◆ Description of the task ◆
Reproduce all of the data below without alteration; exclude every picture.

◆ Supplied entries ◆
+++

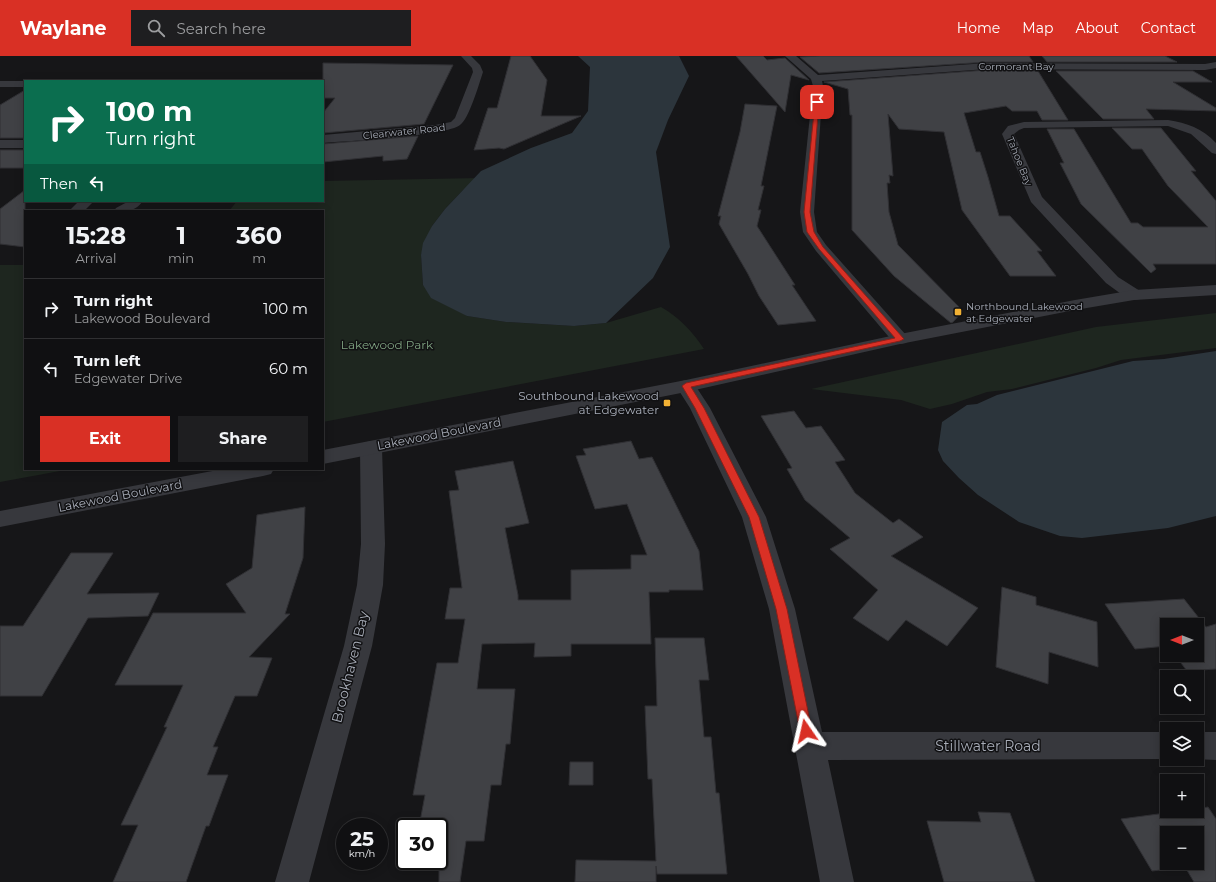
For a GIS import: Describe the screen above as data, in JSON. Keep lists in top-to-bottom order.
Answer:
{
  "streets": {
    "street": [
      "Cormorant Bay",
      "Clearwater Road",
      "Tahoe Bay",
      "Lakewood Boulevard",
      "Brookhaven Bay",
      "Stillwater Road"
    ]
  },
  "crossings": [
    ["Tahoe Bay", "Lakewood Boulevard"],
    ["Lakewood Boulevard", "Brookhaven Bay"]
  ],
  "parks": ["Lakewood Park"],
  "places": {
    "transit": ["Northbound Lakewood at Edgewater", "Southbound Lakewood at Edgewater"]
  },
  "north": "left",
  "page": {
    "header": "Waylane",
    "search": "Search here",
    "nav": [
      "Home",
      "Map",
      "About",
      "Contact"
    ],
    "turn": ["100 m", "Turn right"],
    "then": "Then",
    "eta": [
      "15:28",
      "Arrival",
      "1",
      "min",
      "360",
      "m"
    ],
    "list": [
      {
        "name": "Turn right",
        "note": "Lakewood Boulevard",
        "value": "100 m"
      },
      {
        "name": "Turn left",
        "note": "Edgewater Drive",
        "value": "60 m"
      }
    ],
    "buttons": ["Exit", "Share"],
    "map_buttons": ["+", "−"],
    "speed": "25 km/h",
    "limit": "30"
  }
}
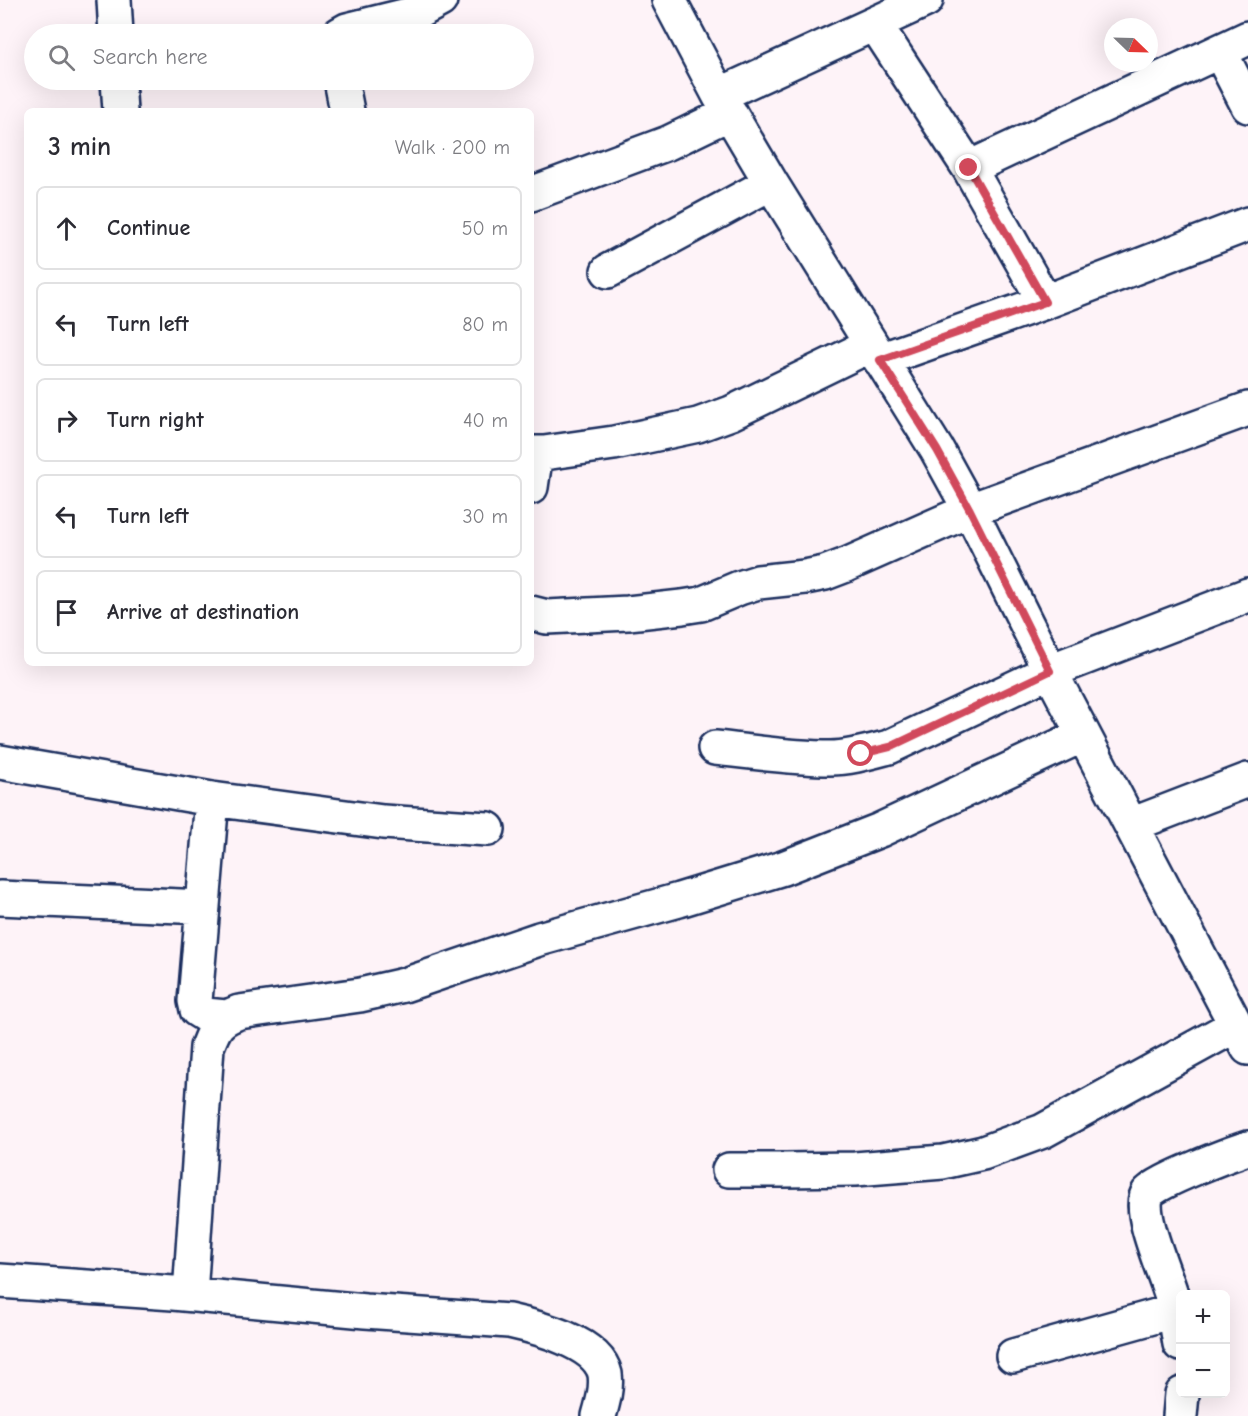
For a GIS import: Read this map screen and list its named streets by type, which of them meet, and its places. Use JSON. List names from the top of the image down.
{
  "north": "bottom right",
  "page": {
    "search": "Search here",
    "heading": ["3 min", "Walk · 200 m"],
    "list": [
      ["Continue", "50 m"],
      ["Turn left", "80 m"],
      ["Turn right", "40 m"],
      ["Turn left", "30 m"],
      "Arrive at destination"
    ],
    "map_buttons": ["+", "−"]
  }
}
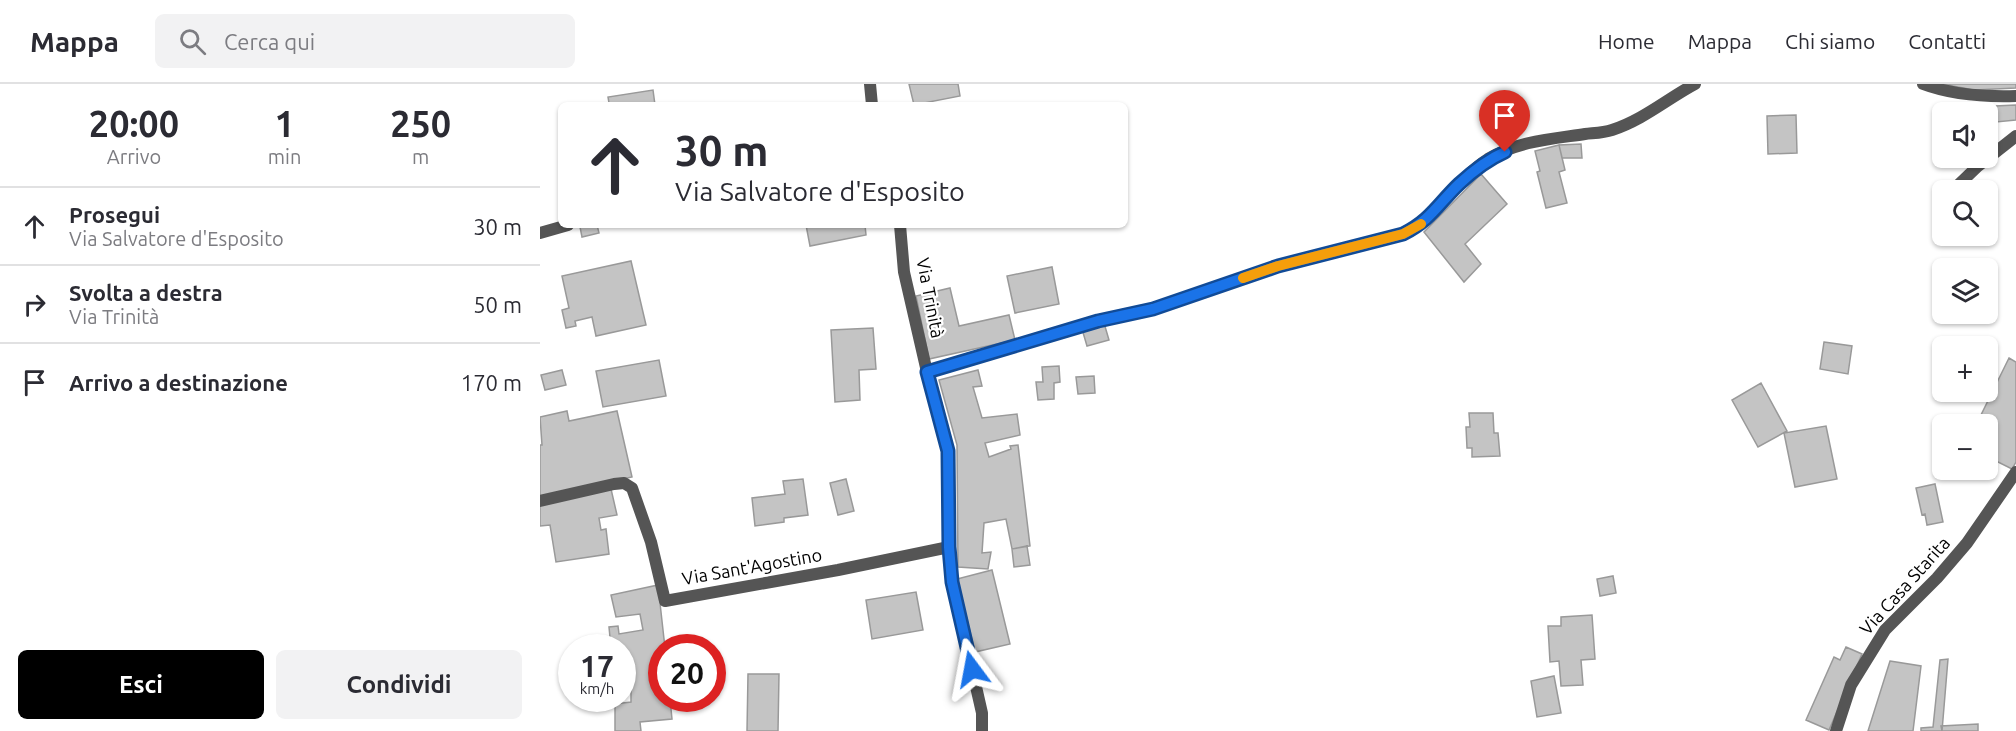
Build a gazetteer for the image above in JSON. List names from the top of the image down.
{
  "streets": {
    "street": ["Via Trinità", "Via Sant'Agostino", "Via Casa Starita"]
  },
  "crossings": [
    ["Via Trinità", "Via Sant'Agostino"]
  ],
  "page": {
    "header": "Mappa",
    "search": "Cerca qui",
    "nav": [
      "Home",
      "Mappa",
      "Chi siamo",
      "Contatti"
    ],
    "eta": [
      "20:00",
      "Arrivo",
      "1",
      "min",
      "250",
      "m"
    ],
    "map_buttons": ["+", "−"],
    "turn": ["30 m", "Via Salvatore d'Esposito"],
    "list": [
      {
        "name": "Prosegui",
        "note": "Via Salvatore d'Esposito",
        "value": "30 m"
      },
      {
        "name": "Svolta a destra",
        "note": "Via Trinità",
        "value": "50 m"
      },
      {
        "name": "Arrivo a destinazione",
        "value": "170 m"
      }
    ],
    "speed": "17 km/h",
    "limit": "20",
    "buttons": ["Esci", "Condividi"]
  }
}
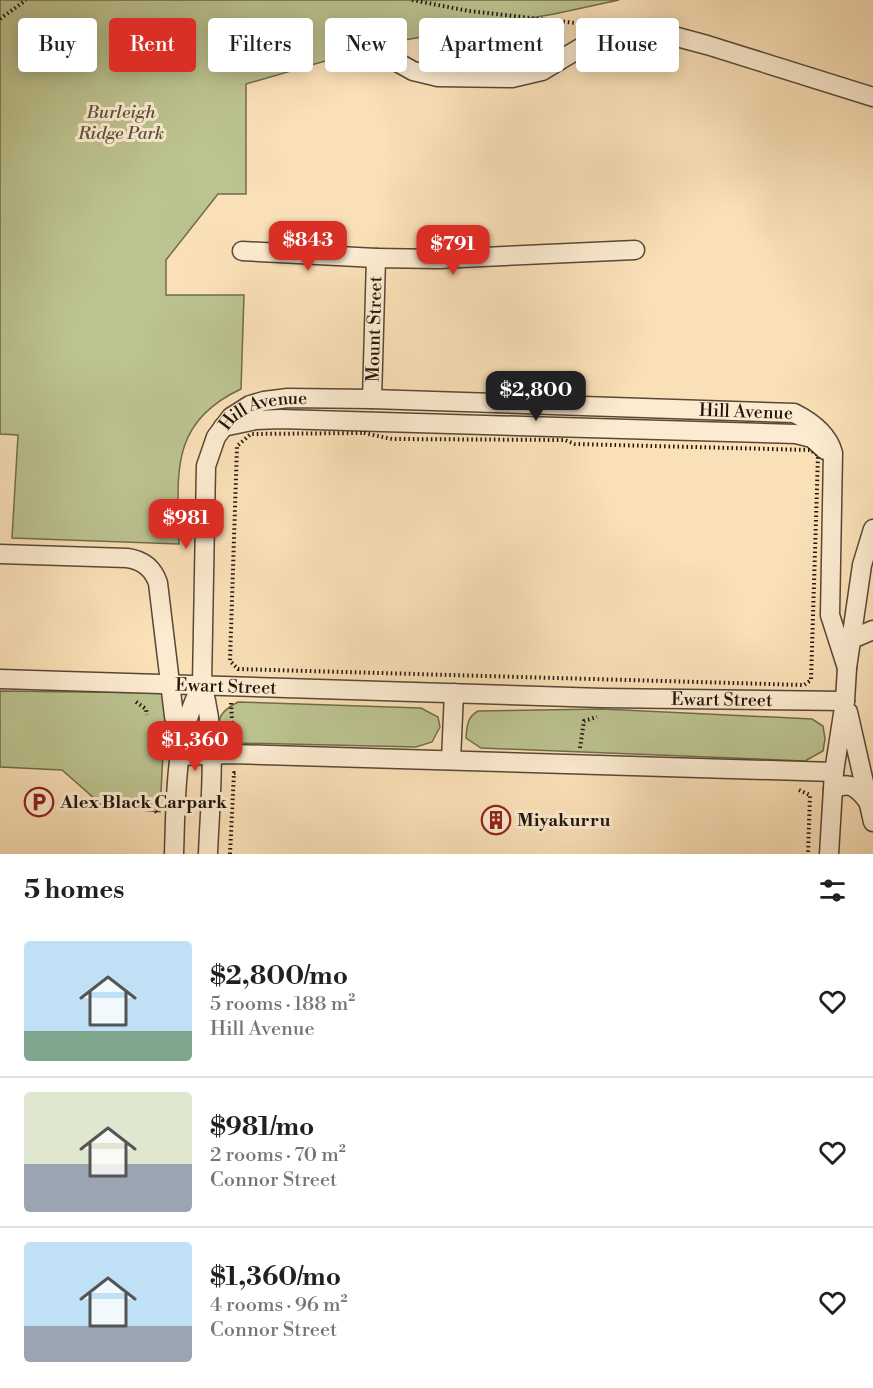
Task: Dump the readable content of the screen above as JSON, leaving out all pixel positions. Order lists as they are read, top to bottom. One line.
{"streets":{"street":["Mount Street","Hill Avenue","Ewart Street"]},"crossings":[["Mount Street","Hill Avenue"]],"parks":["Burleigh Ridge Park"],"places":{"parking":["Alex Black Carpark"],"building":["Miyakurru"]},"page":{"chip":["Buy","Rent","Filters","New","Apartment","House"],"price":["$843","$791","$2,800","$981","$1,360"],"heading":"5 homes","list":[{"name":"$2,800/mo","note":"5 rooms · 188 m² · Hill Avenue"},{"name":"$981/mo","note":"2 rooms · 70 m² · Connor Street"},{"name":"$1,360/mo","note":"4 rooms · 96 m² · Connor Street"}]}}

+++

◆ Result of this exercise ◆
For a GIS import: Describe the screen above as data, in JSON. Keep lists in top-to-bottom order.
Answer:
{
  "streets": {
    "street": [
      "Cormorant Bay",
      "Clearwater Road",
      "Tahoe Bay",
      "Lakewood Boulevard",
      "Brookhaven Bay",
      "Stillwater Road"
    ]
  },
  "crossings": [
    ["Tahoe Bay", "Lakewood Boulevard"],
    ["Lakewood Boulevard", "Brookhaven Bay"]
  ],
  "parks": ["Lakewood Park"],
  "places": {
    "transit": ["Northbound Lakewood at Edgewater", "Southbound Lakewood at Edgewater"]
  },
  "north": "left",
  "page": {
    "header": "Waylane",
    "search": "Search here",
    "nav": [
      "Home",
      "Map",
      "About",
      "Contact"
    ],
    "turn": ["100 m", "Turn right"],
    "then": "Then",
    "eta": [
      "15:28",
      "Arrival",
      "1",
      "min",
      "360",
      "m"
    ],
    "list": [
      {
        "name": "Turn right",
        "note": "Lakewood Boulevard",
        "value": "100 m"
      },
      {
        "name": "Turn left",
        "note": "Edgewater Drive",
        "value": "60 m"
      }
    ],
    "buttons": ["Exit", "Share"],
    "map_buttons": ["+", "−"],
    "speed": "25 km/h",
    "limit": "30"
  }
}
For a GIS import: Read this map screen and list its named streets by type, which of them meet, and its places. Use JSON. List names from the top of the image down.
{
  "north": "bottom right",
  "page": {
    "search": "Search here",
    "heading": ["3 min", "Walk · 200 m"],
    "list": [
      ["Continue", "50 m"],
      ["Turn left", "80 m"],
      ["Turn right", "40 m"],
      ["Turn left", "30 m"],
      "Arrive at destination"
    ],
    "map_buttons": ["+", "−"]
  }
}
Build a gazetteer for the image above in JSON. List names from the top of the image down.
{
  "streets": {
    "street": ["Via Trinità", "Via Sant'Agostino", "Via Casa Starita"]
  },
  "crossings": [
    ["Via Trinità", "Via Sant'Agostino"]
  ],
  "page": {
    "header": "Mappa",
    "search": "Cerca qui",
    "nav": [
      "Home",
      "Mappa",
      "Chi siamo",
      "Contatti"
    ],
    "eta": [
      "20:00",
      "Arrivo",
      "1",
      "min",
      "250",
      "m"
    ],
    "map_buttons": ["+", "−"],
    "turn": ["30 m", "Via Salvatore d'Esposito"],
    "list": [
      {
        "name": "Prosegui",
        "note": "Via Salvatore d'Esposito",
        "value": "30 m"
      },
      {
        "name": "Svolta a destra",
        "note": "Via Trinità",
        "value": "50 m"
      },
      {
        "name": "Arrivo a destinazione",
        "value": "170 m"
      }
    ],
    "speed": "17 km/h",
    "limit": "20",
    "buttons": ["Esci", "Condividi"]
  }
}
Task: Dump the readable content of the screen above as JSON, leaving out all pixel positions. Order lists as they are read, top to bottom. One line.
{"streets":{"street":["Mount Street","Hill Avenue","Ewart Street"]},"crossings":[["Mount Street","Hill Avenue"]],"parks":["Burleigh Ridge Park"],"places":{"parking":["Alex Black Carpark"],"building":["Miyakurru"]},"page":{"chip":["Buy","Rent","Filters","New","Apartment","House"],"price":["$843","$791","$2,800","$981","$1,360"],"heading":"5 homes","list":[{"name":"$2,800/mo","note":"5 rooms · 188 m² · Hill Avenue"},{"name":"$981/mo","note":"2 rooms · 70 m² · Connor Street"},{"name":"$1,360/mo","note":"4 rooms · 96 m² · Connor Street"}]}}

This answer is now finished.